TASK GOAL: Exactly how many lines of the data below include the string "What"? State the number and nothing more.

Segment Start: PROVIDED INFORMATION

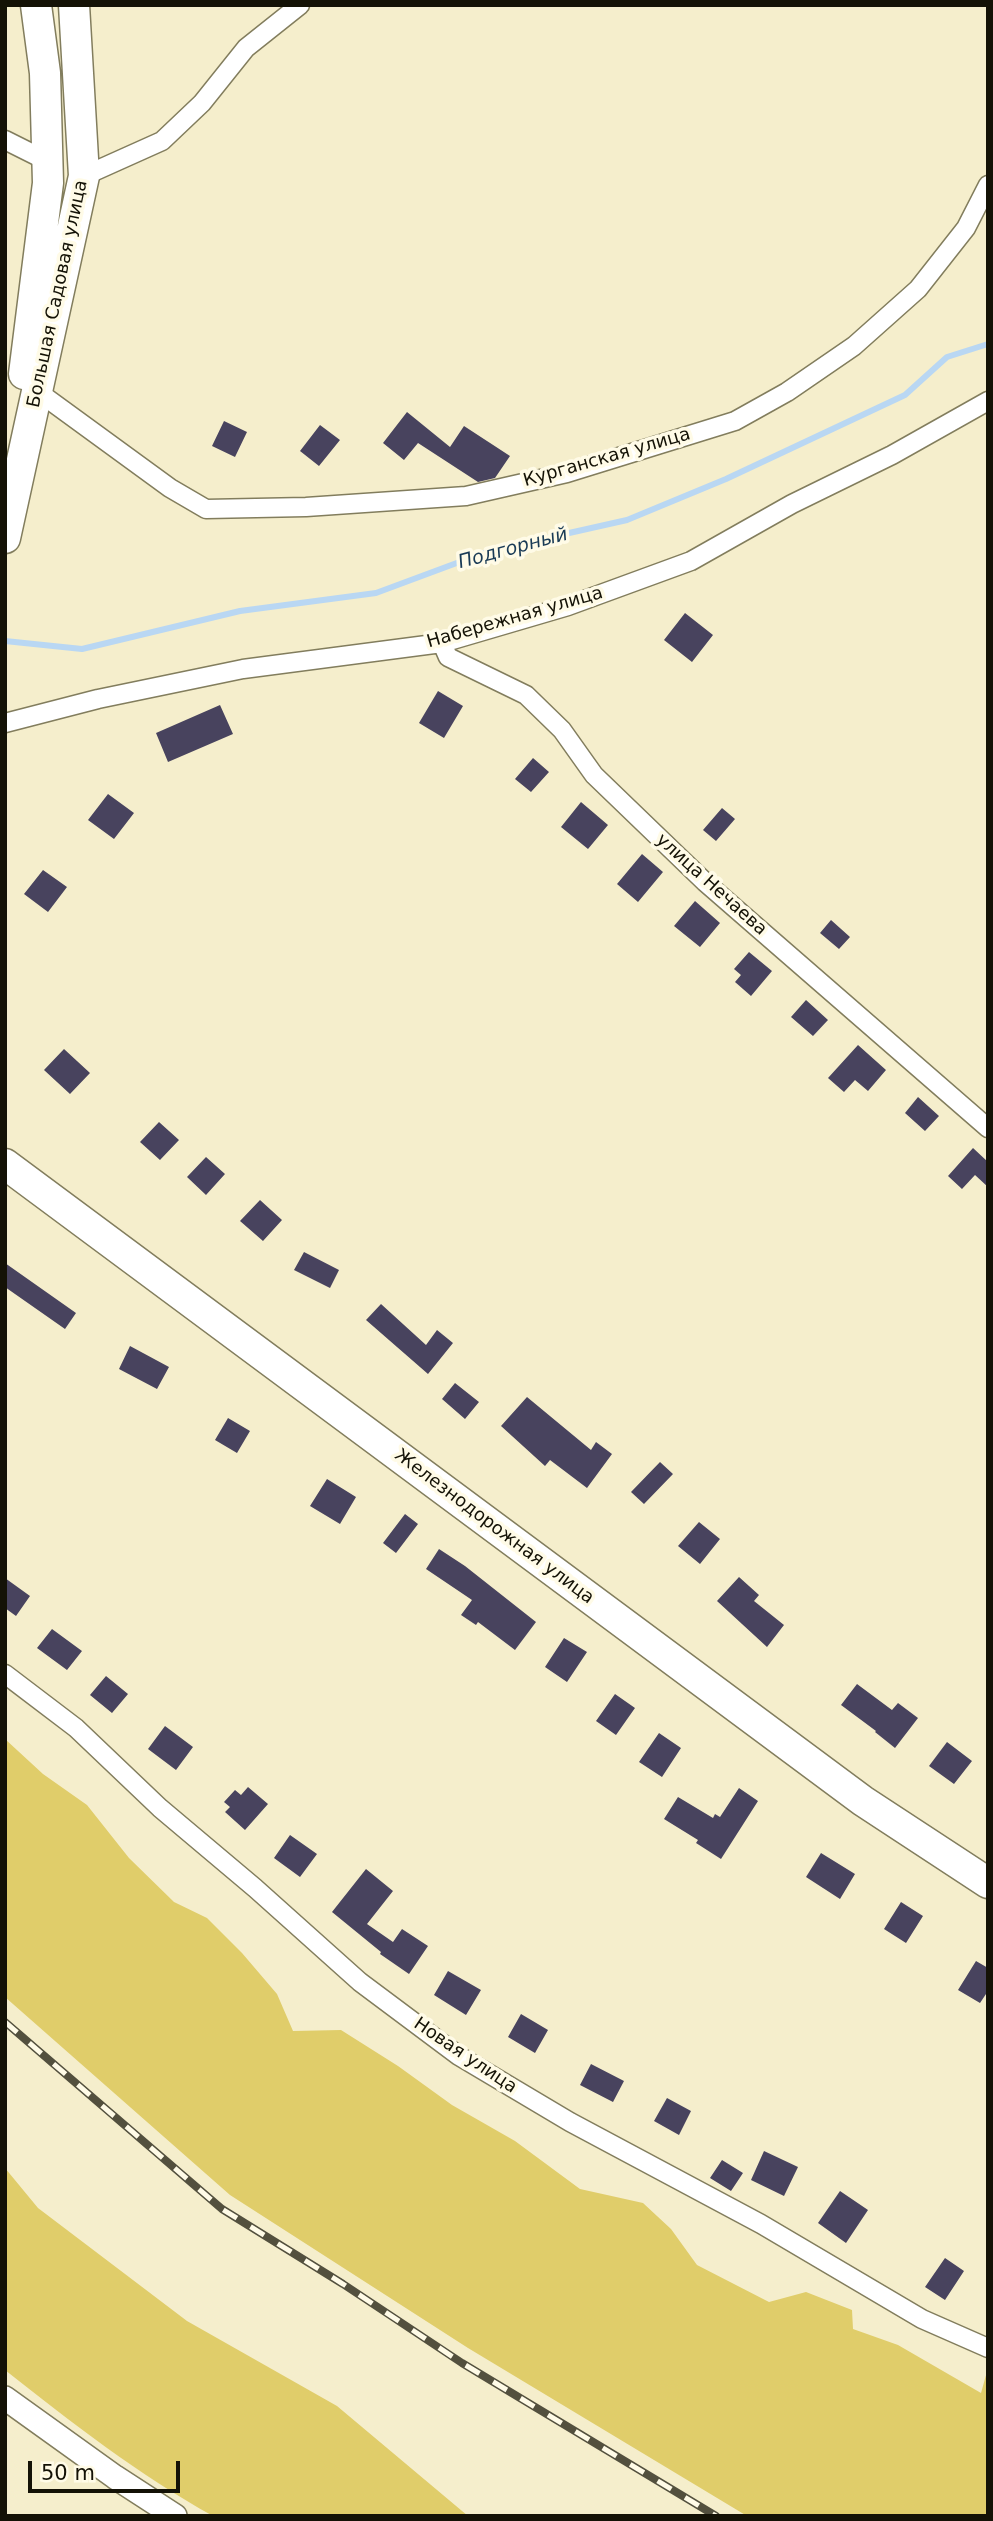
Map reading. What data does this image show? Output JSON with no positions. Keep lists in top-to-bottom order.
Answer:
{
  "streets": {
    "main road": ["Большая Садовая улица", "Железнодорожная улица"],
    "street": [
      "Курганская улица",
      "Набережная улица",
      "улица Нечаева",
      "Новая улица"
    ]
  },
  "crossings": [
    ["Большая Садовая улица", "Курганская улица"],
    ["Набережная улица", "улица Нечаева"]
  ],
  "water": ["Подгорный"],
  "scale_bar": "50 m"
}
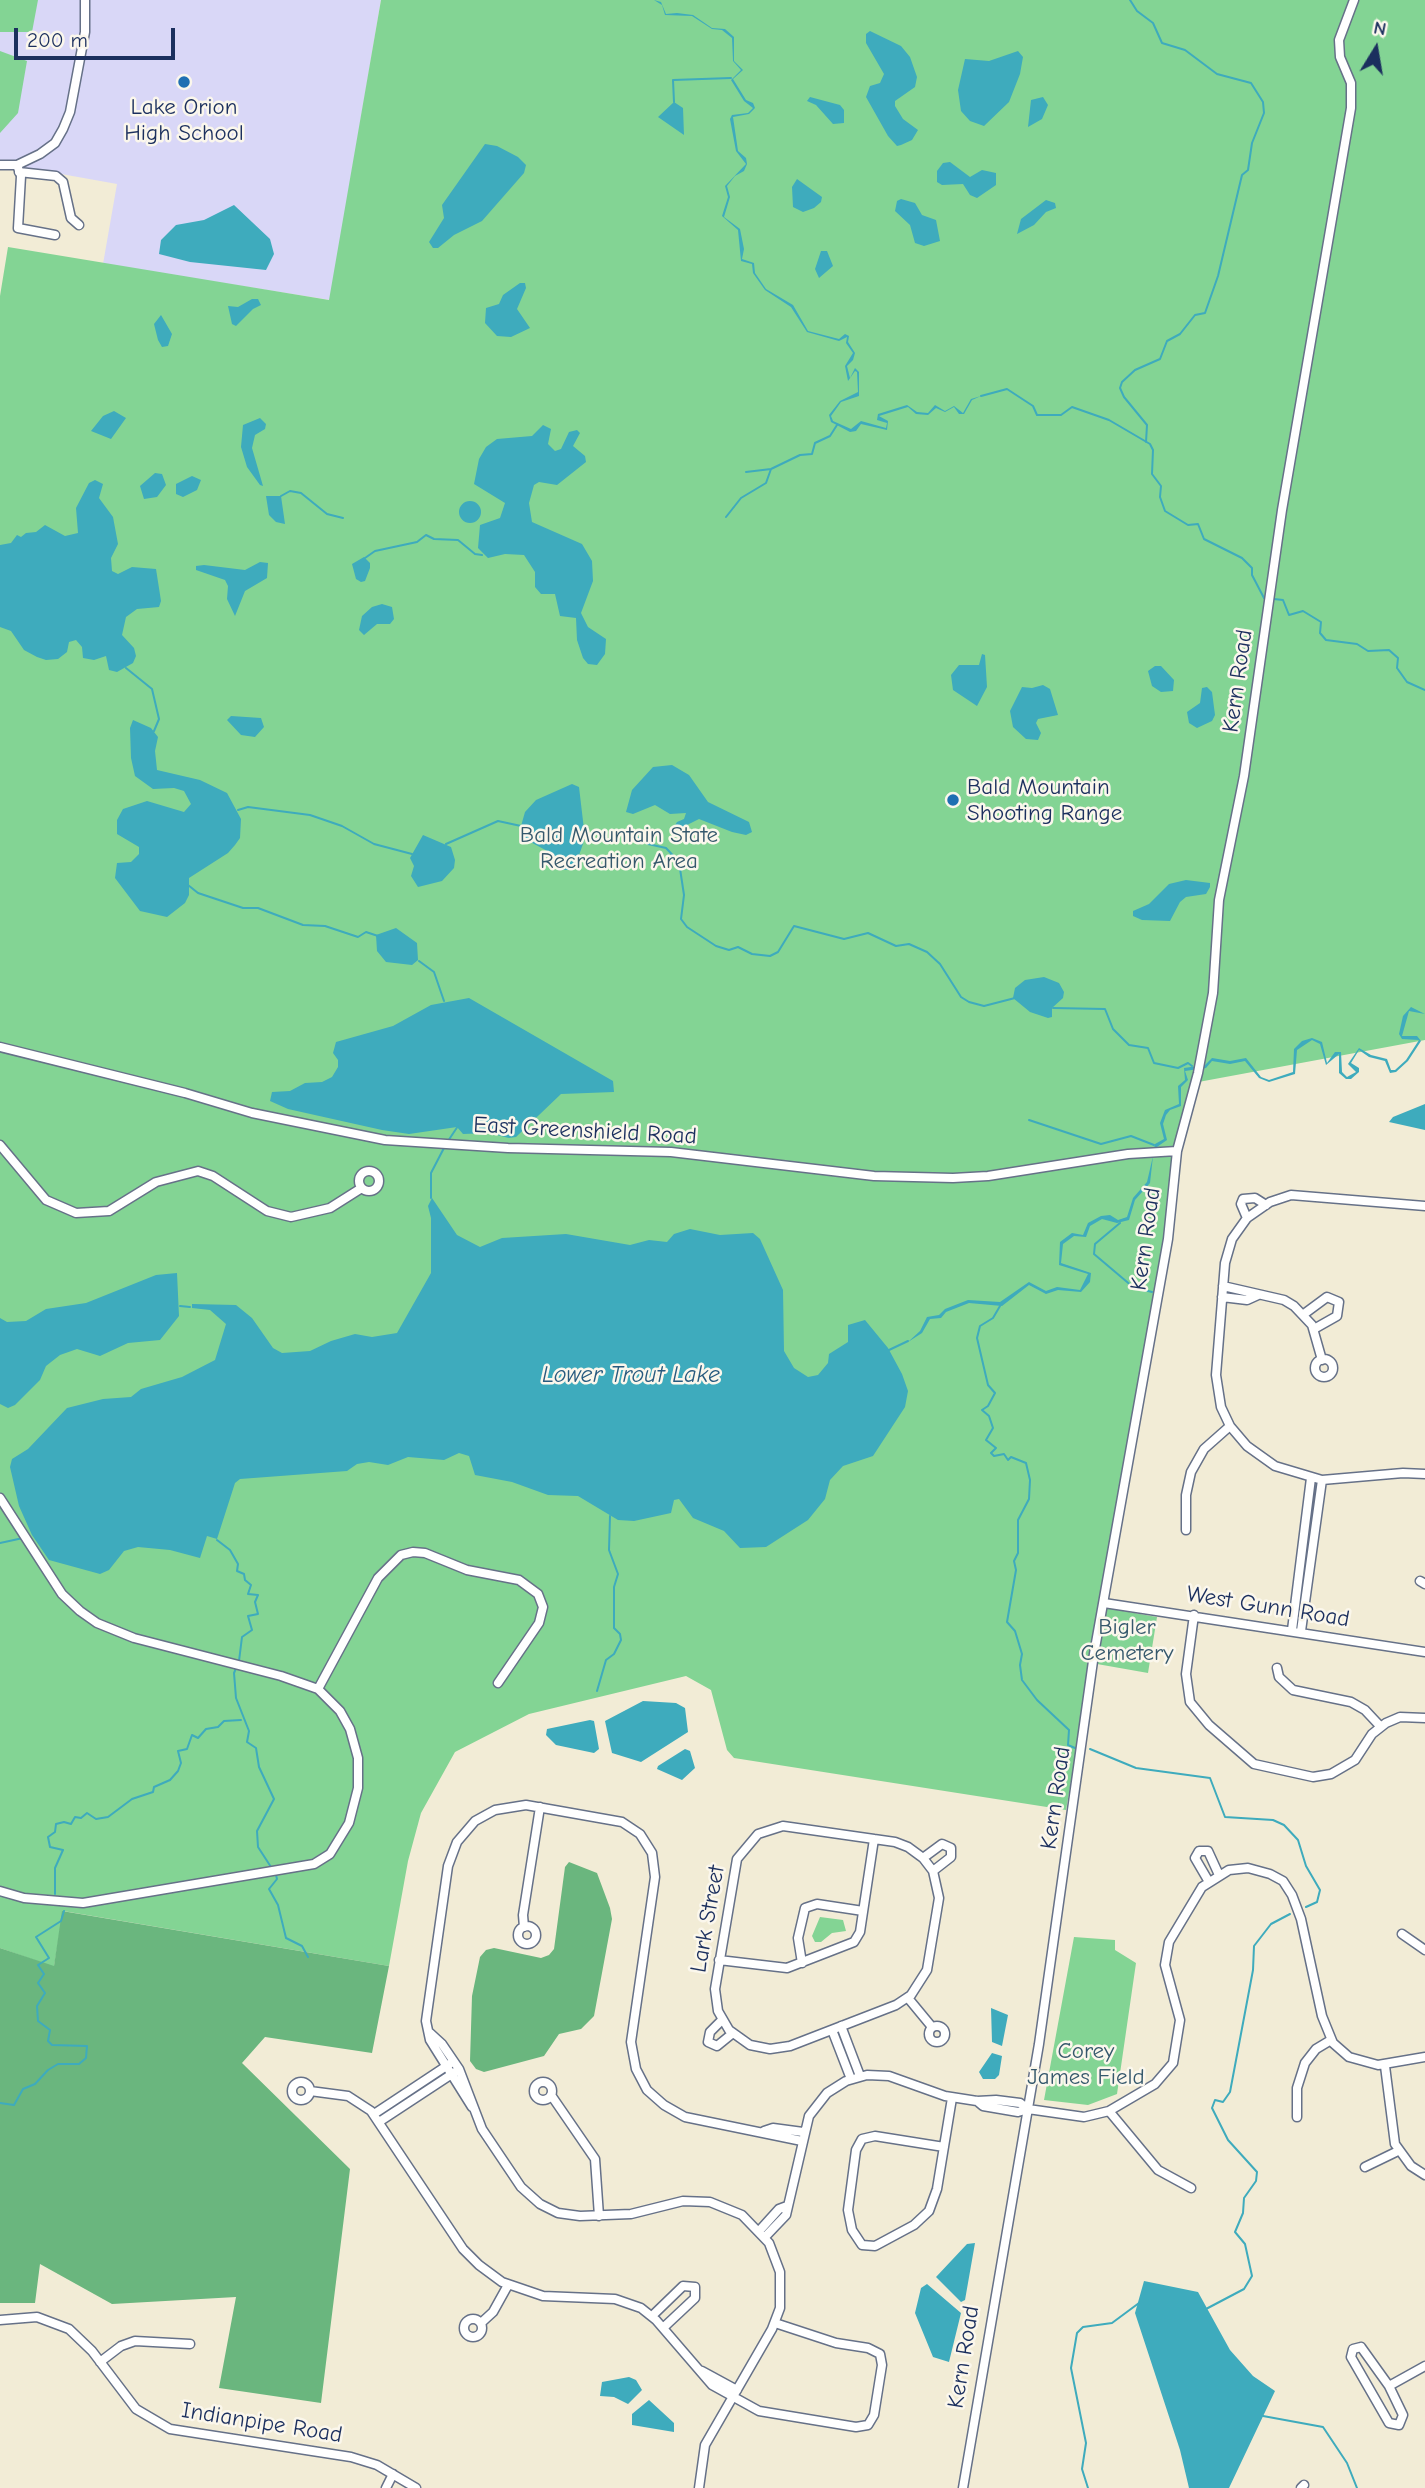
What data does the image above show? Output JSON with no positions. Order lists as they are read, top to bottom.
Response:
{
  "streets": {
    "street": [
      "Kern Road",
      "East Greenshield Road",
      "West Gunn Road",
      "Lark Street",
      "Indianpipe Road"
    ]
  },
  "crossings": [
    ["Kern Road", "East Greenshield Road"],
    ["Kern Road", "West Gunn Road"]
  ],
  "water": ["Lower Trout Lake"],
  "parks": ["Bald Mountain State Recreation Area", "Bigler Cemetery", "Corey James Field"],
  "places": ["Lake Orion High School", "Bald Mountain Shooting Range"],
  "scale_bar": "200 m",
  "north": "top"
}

Segment End: PROVIDED INFORMATION

REPLY TO THE EXERCISE: 2